Peshmerga
Kurdish "Peshmerga" troops move down a street during an intensive security deployment after clashes with militants of the Islamic State, formerly known as the Islamic State in Iraq and the Levant (ISIL), in Jalawla, Diyala province July 12, 2014. REUTERS/Stringer

As many as 200,000 people in the Iraqi town of Sinjar have had to flee an invasion by Islamic State militants. The death toll is not confirmed but mass executions often follow such takeovers.

The Islamic State seizure marks the second day of their advance on Kurdish peshmerga forces, the first time militants have done so since declaring their caliphate in June. Also Sunday, Reuters reported the Sunni militant group took over Ain Zalah oilfied and the town of Zumar.

"The peshmerga has withdrawn from Sinjar, Daash has entered the city," Kurdish official Kheiri Sinjari told Agence-France Press, using the former Arabic acronym for the Islamic State.

A Reuters report militants had taken the Mosul Dam has not been confirmed although the peshmerga has confirmed clashes are taking place. If militants take over the damn, it would give them the ability to flood major Iraqi cities.

Top U.N. envoy in Iraq Nickolay Mladenov called the situation in Sinjar a “humanitarian tragedy.”

"The United Nations has grave concerns for the physical safety of these civilians," he said in a statement Sunday.

"Hundreds fled leaving vehicles and a huge number of weapons and munitions and the brothers control many areas," the Islamic State said in a statement on its website. "The fighters arrived in the border triangle between Iraq, Syria and Turkey."

A senior source in the peshmerga told AFP troops "have withdrawn to mountain areas and are getting reinforcements.” The U.N. is particularly concerned for those who have fled to the mountainous region, as it is surrounded by jihadi forces.

Sinjar has been under threat of attack from militants for several weeks and peshmerga forces have been requesting weapons and aid from the United States to combat jihadi advances. Unconfirmed reports indicate militia worked with the peshmerga to combat militants in Sinjar. In Syria, they had joined forces briefly with the Free Syrian Army to do just that.
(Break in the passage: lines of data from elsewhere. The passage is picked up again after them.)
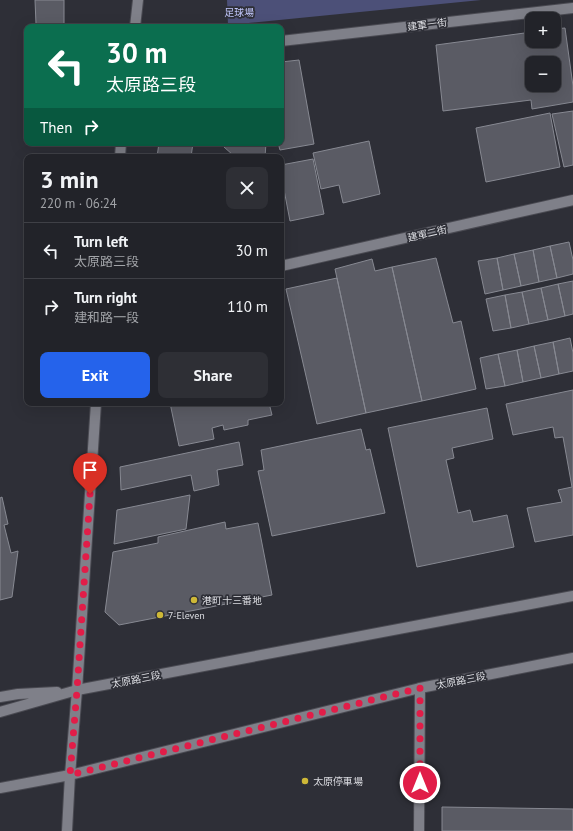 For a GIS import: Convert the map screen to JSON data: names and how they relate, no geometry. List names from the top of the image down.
{
  "streets": {
    "main road": ["建軍一街", "建軍二街", "太原路三段"]
  },
  "parks": ["足球場"],
  "places": ["港町十三番地", "7-Eleven", "太原停車場"],
  "page": {
    "map_buttons": ["+", "−"],
    "turn": ["30 m", "太原路三段"],
    "then": "Then",
    "heading": ["3 min", "220 m · 06:24"],
    "list": [
      {
        "name": "Turn left",
        "note": "太原路三段",
        "value": "30 m"
      },
      {
        "name": "Turn right",
        "note": "建和路一段",
        "value": "110 m"
      }
    ],
    "buttons": ["Exit", "Share"]
  }
} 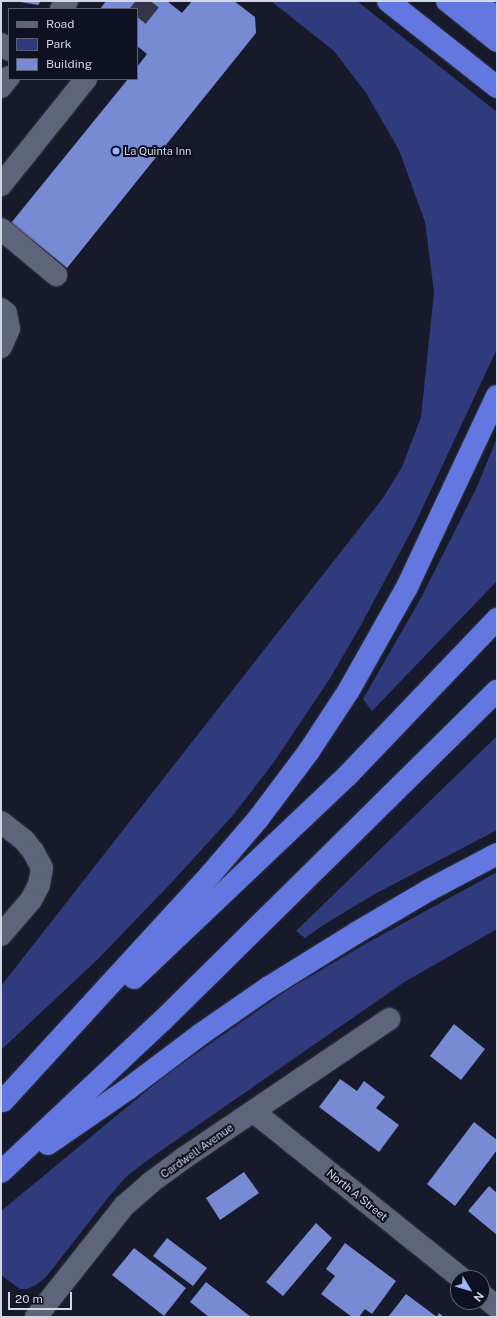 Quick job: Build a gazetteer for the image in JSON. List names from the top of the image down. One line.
{"streets":{"street":["Cardwell Avenue","North A Street"]},"crossings":[["Cardwell Avenue","North A Street"]],"places":["La Quinta Inn"],"legend":["Road","Park","Building"],"scale_bar":"20 m","north":"bottom right"} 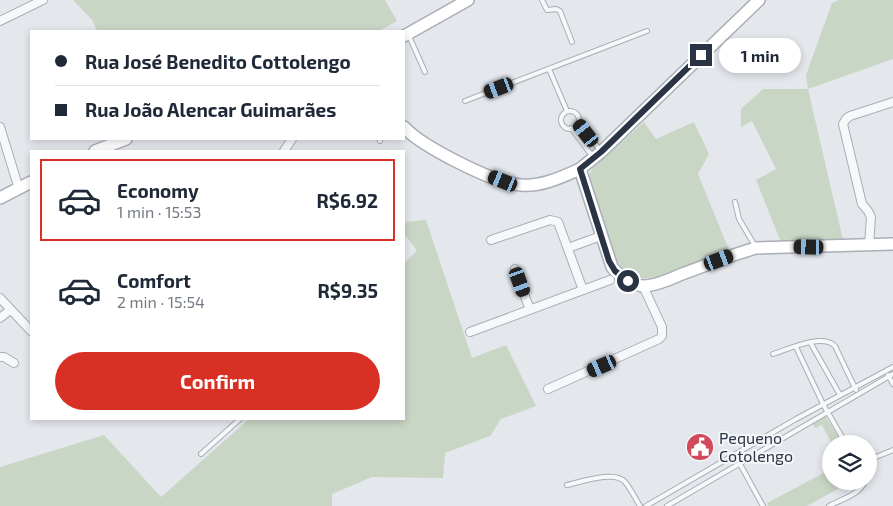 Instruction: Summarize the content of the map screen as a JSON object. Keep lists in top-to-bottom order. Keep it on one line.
{"places":{"public building":["Pequeno Cotolengo"]},"page":{"banner":["Rua José Benedito Cottolengo","Rua João Alencar Guimarães"],"bubble":"1 min","list":[{"name":"Economy","note":"1 min · 15:53","value":"R$6.92"},{"name":"Comfort","note":"2 min · 15:54","value":"R$9.35"}],"buttons":"Confirm"}} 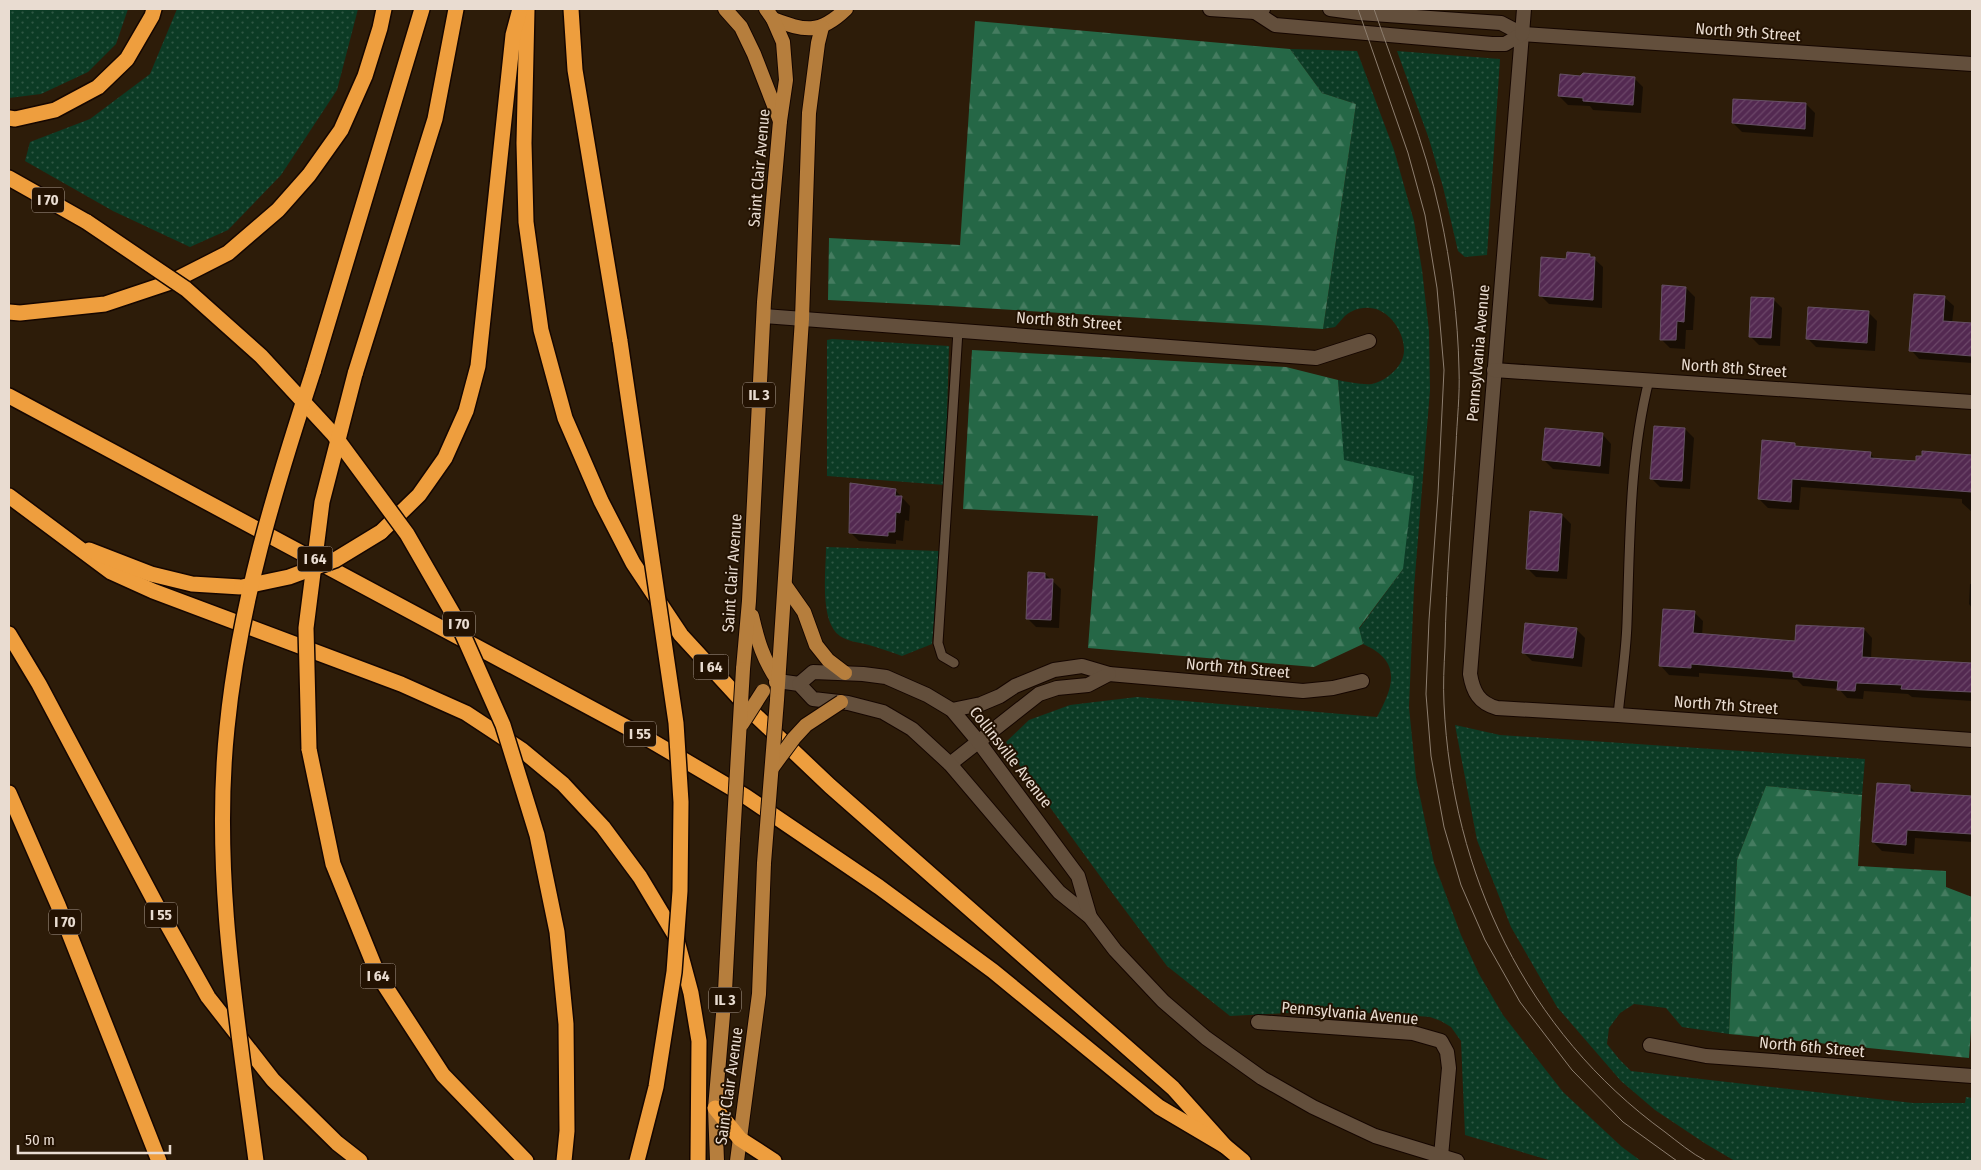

In Iraq, Shiites have been the U.S.-imposed ruling sect since Nouri al-Maliki, the former Shiite dissident under the rule of Baathist Saddam Hussein, was elected prime minister. Sunni militant group ISIS took over Mosul, Iraq’s second largest city in June. It has been threatening to take over the Baghdad and push the country into a sectarian civil war akin to what plagued the country in 2007.